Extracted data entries
* * * * * * *
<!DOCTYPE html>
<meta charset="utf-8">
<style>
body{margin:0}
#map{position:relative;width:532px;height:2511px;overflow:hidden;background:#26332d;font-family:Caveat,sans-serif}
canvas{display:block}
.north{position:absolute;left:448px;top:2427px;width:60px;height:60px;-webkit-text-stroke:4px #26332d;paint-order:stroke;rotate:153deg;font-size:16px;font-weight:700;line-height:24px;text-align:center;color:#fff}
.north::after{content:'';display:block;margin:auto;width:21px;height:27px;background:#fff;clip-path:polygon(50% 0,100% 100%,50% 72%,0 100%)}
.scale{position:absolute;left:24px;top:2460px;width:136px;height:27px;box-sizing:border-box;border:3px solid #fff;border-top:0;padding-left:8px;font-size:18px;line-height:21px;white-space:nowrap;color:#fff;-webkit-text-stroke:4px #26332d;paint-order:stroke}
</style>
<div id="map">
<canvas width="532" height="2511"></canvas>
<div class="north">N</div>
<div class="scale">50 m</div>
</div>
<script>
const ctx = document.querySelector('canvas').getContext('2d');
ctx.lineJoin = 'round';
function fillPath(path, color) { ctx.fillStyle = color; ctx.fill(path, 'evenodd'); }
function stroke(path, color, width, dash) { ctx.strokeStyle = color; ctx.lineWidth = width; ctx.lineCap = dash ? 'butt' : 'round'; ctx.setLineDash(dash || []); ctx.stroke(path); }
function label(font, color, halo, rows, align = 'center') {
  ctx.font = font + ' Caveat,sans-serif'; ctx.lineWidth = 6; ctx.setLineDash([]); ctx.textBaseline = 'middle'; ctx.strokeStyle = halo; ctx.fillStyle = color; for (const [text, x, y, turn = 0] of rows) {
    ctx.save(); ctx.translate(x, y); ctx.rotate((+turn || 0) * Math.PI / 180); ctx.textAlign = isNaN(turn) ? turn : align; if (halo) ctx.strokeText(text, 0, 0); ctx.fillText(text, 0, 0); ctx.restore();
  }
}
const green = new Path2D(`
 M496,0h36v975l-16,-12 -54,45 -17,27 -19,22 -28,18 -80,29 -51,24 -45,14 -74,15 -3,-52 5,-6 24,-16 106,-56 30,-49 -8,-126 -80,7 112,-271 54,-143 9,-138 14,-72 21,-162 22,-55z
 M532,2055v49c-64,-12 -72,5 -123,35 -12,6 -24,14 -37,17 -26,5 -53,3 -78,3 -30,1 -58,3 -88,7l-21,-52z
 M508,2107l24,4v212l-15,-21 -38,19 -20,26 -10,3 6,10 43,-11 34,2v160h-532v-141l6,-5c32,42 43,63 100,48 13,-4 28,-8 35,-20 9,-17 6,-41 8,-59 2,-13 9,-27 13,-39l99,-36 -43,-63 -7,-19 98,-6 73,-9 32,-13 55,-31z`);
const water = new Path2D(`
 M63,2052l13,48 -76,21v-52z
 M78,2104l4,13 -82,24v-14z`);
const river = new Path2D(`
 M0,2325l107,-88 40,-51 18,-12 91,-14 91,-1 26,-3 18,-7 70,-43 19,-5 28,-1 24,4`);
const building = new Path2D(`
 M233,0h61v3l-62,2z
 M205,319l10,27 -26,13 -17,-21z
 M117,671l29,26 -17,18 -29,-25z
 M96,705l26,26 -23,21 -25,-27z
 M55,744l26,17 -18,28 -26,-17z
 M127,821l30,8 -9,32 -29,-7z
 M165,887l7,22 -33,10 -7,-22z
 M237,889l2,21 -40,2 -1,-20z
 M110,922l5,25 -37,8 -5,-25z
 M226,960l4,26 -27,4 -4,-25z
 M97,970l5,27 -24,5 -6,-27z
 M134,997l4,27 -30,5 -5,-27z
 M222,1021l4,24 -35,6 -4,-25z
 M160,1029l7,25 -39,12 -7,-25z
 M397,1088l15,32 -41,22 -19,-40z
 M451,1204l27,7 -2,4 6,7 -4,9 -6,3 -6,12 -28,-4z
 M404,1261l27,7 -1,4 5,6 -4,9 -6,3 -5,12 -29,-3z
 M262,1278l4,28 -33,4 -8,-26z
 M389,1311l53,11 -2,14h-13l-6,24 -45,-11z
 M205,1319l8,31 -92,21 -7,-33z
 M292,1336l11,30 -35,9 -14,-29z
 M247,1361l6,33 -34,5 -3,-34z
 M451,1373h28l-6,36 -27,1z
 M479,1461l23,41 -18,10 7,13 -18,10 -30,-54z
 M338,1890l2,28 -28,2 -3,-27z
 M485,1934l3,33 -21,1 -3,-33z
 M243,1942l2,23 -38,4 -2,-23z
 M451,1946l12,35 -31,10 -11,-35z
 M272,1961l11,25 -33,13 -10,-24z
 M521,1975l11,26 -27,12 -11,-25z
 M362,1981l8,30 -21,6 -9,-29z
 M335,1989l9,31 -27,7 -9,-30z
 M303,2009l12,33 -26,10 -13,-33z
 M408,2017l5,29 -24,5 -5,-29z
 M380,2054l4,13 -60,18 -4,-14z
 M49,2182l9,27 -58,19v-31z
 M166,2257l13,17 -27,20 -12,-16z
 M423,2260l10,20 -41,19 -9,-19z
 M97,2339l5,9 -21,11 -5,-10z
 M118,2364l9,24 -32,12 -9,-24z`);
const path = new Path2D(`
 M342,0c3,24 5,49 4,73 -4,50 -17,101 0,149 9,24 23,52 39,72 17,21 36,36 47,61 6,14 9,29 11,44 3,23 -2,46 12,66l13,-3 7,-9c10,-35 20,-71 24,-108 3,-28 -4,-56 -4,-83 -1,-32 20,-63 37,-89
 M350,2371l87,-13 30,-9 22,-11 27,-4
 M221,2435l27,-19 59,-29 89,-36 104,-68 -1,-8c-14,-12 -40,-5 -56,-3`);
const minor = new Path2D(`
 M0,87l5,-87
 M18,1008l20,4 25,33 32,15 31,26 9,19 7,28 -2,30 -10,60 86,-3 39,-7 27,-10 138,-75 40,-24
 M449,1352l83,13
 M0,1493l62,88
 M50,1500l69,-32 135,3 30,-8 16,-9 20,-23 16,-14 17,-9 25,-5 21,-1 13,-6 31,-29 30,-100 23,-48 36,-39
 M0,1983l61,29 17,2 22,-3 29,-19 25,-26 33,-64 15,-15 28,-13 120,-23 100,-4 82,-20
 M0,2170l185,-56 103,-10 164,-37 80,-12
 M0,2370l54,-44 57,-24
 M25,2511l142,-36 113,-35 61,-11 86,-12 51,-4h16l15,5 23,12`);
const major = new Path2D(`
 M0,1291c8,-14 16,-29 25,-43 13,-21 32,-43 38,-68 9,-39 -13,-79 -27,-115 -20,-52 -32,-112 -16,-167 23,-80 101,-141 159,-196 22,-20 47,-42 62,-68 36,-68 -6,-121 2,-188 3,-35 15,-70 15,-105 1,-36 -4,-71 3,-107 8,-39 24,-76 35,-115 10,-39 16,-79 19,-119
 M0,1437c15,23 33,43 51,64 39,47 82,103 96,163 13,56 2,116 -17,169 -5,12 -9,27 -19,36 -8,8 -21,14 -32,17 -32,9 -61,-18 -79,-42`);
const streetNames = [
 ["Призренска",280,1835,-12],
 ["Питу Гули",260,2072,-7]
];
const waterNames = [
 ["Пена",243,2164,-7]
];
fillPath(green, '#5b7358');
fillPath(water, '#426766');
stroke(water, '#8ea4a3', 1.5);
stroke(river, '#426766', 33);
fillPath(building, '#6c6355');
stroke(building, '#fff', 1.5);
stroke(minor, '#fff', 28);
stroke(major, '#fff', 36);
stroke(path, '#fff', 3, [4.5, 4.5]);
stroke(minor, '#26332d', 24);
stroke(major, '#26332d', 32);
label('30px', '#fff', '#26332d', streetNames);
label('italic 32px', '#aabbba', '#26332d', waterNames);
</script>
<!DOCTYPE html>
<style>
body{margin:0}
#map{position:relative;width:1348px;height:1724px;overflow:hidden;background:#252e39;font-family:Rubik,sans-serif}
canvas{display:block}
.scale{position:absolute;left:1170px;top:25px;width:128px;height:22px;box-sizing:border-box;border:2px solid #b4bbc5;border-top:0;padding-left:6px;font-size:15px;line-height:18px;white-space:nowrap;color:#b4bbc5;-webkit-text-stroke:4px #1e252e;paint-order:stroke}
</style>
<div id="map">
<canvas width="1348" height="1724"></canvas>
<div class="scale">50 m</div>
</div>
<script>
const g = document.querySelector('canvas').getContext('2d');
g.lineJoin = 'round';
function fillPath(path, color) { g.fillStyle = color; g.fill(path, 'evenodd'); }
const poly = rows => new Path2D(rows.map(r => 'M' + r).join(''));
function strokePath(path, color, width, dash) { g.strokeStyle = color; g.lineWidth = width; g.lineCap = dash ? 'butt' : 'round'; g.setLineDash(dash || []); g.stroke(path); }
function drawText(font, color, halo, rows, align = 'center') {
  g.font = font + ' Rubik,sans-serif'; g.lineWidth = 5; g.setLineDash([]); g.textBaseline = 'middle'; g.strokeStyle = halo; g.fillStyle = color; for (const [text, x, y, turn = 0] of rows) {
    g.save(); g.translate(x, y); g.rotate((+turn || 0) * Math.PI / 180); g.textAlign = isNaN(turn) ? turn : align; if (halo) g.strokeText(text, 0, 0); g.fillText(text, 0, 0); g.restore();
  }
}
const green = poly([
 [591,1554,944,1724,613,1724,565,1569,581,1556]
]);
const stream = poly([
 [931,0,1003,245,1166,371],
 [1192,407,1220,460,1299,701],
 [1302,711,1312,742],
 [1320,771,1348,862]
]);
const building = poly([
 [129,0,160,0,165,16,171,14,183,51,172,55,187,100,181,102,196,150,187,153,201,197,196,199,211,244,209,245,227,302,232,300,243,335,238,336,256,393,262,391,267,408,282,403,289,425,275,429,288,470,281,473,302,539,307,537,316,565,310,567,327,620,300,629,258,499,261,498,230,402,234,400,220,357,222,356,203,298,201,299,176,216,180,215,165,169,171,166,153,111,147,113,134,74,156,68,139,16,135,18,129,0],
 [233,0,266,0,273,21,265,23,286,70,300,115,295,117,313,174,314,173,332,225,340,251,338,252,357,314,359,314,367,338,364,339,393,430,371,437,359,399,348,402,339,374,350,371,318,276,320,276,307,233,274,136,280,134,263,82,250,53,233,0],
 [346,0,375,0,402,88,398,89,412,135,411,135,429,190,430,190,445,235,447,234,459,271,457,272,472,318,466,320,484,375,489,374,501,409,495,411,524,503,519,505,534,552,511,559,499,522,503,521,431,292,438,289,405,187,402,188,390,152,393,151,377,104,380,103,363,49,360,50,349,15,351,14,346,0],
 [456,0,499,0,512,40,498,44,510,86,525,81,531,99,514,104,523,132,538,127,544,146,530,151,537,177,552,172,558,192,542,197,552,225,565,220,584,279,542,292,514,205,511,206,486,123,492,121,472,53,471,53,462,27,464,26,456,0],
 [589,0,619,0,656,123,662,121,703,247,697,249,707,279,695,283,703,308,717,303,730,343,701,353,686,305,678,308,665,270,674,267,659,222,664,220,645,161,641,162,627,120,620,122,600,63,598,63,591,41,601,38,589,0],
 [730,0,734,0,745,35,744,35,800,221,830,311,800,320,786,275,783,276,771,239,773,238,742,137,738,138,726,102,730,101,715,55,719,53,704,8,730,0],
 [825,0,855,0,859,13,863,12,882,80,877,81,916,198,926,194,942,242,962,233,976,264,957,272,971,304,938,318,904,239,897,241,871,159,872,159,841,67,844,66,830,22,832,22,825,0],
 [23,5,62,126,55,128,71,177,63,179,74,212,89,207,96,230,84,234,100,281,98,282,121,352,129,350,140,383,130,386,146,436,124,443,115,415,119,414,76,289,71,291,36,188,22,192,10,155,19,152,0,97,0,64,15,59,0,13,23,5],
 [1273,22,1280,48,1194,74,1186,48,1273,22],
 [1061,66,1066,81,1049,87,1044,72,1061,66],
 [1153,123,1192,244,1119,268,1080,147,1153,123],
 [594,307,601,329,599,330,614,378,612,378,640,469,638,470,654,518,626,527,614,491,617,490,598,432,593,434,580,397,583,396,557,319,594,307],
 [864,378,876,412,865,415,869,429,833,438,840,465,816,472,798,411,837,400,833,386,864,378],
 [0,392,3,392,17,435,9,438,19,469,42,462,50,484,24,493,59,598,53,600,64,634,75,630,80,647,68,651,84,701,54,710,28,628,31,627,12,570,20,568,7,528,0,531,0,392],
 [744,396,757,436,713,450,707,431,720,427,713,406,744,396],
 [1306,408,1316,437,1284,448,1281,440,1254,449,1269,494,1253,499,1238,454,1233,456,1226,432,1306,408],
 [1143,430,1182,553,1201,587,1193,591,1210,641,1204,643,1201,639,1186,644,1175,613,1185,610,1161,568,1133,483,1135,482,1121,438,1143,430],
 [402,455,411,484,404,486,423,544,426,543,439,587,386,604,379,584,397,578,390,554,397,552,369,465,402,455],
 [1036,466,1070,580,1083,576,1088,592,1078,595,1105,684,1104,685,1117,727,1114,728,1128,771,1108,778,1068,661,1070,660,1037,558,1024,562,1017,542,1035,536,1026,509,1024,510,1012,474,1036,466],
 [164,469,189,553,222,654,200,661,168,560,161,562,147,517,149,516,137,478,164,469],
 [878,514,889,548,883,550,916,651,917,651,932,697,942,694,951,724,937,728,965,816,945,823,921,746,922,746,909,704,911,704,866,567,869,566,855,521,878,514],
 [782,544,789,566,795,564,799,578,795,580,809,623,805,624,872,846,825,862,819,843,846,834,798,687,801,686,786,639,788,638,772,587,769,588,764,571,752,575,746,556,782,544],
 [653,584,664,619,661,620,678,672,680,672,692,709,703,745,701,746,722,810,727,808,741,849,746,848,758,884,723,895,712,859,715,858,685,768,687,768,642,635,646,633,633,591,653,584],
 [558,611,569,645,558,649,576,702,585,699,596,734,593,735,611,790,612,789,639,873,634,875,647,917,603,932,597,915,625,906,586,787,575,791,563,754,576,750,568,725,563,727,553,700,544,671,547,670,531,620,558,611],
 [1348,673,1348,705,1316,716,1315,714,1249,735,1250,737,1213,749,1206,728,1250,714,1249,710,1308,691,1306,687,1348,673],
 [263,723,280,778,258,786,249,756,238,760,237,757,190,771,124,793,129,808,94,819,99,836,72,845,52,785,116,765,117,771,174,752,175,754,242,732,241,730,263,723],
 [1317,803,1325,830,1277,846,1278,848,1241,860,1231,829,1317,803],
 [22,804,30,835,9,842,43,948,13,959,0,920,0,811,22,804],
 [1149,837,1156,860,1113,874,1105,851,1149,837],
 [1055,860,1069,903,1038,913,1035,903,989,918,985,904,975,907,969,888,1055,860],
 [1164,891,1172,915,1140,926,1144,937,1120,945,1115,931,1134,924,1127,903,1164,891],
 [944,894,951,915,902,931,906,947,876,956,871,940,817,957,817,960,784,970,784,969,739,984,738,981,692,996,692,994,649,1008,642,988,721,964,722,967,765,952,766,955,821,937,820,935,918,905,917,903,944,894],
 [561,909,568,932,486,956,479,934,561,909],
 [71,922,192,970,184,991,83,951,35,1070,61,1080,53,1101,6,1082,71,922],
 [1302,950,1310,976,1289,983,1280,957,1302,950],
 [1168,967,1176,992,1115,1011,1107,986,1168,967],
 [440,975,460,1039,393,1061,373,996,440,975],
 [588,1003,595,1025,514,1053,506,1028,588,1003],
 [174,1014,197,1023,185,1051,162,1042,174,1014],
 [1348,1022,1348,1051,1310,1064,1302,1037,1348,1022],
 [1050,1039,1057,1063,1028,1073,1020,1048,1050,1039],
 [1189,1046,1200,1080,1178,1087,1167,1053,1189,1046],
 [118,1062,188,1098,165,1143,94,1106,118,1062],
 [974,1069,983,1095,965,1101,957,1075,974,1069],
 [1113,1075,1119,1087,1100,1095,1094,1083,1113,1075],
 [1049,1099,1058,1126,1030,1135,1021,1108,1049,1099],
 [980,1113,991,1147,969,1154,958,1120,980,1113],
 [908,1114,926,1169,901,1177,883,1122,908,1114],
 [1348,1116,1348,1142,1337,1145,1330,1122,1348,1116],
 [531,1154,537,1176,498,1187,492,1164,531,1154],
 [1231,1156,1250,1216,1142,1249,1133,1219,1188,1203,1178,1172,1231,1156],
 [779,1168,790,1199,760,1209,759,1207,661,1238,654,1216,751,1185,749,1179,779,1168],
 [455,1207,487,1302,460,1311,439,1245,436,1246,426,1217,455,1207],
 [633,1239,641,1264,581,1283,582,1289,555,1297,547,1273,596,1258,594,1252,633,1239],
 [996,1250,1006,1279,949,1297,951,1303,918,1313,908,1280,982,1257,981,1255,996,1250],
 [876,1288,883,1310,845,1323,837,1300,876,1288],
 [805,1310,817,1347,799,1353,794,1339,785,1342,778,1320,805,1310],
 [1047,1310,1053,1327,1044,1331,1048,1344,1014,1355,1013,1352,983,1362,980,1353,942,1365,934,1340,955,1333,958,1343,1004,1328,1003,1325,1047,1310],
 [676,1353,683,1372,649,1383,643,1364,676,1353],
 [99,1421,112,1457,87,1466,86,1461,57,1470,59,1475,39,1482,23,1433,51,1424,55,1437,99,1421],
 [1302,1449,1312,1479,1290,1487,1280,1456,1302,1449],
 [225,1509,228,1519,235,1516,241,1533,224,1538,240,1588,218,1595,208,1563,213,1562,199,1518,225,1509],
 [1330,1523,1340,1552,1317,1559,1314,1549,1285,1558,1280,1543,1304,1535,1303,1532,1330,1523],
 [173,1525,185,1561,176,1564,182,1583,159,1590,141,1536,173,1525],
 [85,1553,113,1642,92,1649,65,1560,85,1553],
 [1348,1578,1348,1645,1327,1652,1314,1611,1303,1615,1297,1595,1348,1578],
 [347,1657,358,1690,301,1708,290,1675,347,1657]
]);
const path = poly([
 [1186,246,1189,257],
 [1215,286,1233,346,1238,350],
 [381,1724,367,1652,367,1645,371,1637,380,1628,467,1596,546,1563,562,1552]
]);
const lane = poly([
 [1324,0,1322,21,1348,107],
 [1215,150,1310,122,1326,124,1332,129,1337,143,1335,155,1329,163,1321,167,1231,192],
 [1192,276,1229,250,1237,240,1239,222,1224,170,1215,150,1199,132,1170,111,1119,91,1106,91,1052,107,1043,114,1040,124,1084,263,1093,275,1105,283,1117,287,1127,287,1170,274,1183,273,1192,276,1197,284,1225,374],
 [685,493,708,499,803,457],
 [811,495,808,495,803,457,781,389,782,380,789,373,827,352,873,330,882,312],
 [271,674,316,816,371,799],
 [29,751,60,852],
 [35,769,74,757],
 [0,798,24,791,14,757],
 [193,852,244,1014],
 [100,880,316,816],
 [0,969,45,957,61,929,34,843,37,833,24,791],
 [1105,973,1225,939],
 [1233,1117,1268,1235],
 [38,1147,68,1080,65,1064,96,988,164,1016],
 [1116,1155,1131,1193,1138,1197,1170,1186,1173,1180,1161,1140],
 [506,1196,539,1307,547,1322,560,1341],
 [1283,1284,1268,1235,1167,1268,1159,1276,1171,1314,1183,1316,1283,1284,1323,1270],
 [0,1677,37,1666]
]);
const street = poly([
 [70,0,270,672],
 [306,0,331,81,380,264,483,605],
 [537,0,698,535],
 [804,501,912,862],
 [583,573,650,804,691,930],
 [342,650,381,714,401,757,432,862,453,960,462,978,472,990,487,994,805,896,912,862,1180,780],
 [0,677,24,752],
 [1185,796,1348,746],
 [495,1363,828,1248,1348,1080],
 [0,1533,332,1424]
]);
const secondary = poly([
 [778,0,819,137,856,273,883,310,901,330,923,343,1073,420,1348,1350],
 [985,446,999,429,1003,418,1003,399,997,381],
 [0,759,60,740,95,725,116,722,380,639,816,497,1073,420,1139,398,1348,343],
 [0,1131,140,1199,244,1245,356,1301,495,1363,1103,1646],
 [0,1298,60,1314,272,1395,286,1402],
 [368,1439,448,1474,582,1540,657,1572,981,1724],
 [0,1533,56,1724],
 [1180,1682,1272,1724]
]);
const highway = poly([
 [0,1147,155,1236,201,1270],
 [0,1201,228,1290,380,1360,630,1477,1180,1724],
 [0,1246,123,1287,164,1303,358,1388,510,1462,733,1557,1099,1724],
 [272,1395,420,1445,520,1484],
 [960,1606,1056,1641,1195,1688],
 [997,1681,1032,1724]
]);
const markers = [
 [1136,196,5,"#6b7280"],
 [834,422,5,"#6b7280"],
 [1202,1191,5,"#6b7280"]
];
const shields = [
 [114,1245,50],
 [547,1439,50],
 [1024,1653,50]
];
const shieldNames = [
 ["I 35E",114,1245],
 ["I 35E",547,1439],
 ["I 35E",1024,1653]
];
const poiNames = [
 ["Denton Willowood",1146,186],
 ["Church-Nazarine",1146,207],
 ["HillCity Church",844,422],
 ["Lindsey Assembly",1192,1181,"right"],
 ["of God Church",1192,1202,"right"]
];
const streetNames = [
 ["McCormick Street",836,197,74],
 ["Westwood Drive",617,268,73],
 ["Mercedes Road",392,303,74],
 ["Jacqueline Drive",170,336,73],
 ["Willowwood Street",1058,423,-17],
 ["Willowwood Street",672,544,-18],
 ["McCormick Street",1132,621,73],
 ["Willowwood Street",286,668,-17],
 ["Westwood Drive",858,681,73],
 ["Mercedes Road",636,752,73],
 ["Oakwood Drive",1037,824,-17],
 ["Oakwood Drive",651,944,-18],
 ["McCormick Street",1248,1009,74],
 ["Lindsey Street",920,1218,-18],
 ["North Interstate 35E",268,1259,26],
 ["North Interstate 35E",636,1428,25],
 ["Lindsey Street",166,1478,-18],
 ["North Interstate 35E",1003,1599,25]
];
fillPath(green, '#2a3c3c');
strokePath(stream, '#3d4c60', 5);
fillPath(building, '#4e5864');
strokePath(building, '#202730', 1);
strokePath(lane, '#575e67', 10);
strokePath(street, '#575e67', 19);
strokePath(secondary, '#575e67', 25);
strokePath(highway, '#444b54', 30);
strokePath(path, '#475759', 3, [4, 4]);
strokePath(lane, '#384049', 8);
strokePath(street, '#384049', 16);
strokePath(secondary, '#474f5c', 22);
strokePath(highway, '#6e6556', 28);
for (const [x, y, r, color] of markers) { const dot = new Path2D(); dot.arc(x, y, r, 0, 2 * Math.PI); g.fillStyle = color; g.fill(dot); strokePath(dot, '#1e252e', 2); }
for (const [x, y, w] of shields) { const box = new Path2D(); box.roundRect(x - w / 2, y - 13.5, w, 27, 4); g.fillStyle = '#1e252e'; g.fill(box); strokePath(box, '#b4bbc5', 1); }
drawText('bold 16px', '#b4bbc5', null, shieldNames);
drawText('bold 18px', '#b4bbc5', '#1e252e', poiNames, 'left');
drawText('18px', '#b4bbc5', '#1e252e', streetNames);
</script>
* * * * * * *
What to work on — Nothing but the lines from the one that contains "for (const [x, y, r, color]" through the end of the data above should appear, each reproduced exactly.

Finished exercise —
for (const [x, y, r, color] of markers) { const dot = new Path2D(); dot.arc(x, y, r, 0, 2 * Math.PI); g.fillStyle = color; g.fill(dot); strokePath(dot, '#1e252e', 2); }
for (const [x, y, w] of shields) { const box = new Path2D(); box.roundRect(x - w / 2, y - 13.5, w, 27, 4); g.fillStyle = '#1e252e'; g.fill(box); strokePath(box, '#b4bbc5', 1); }
drawText('bold 16px', '#b4bbc5', null, shieldNames);
drawText('bold 18px', '#b4bbc5', '#1e252e', poiNames, 'left');
drawText('18px', '#b4bbc5', '#1e252e', streetNames);
</script>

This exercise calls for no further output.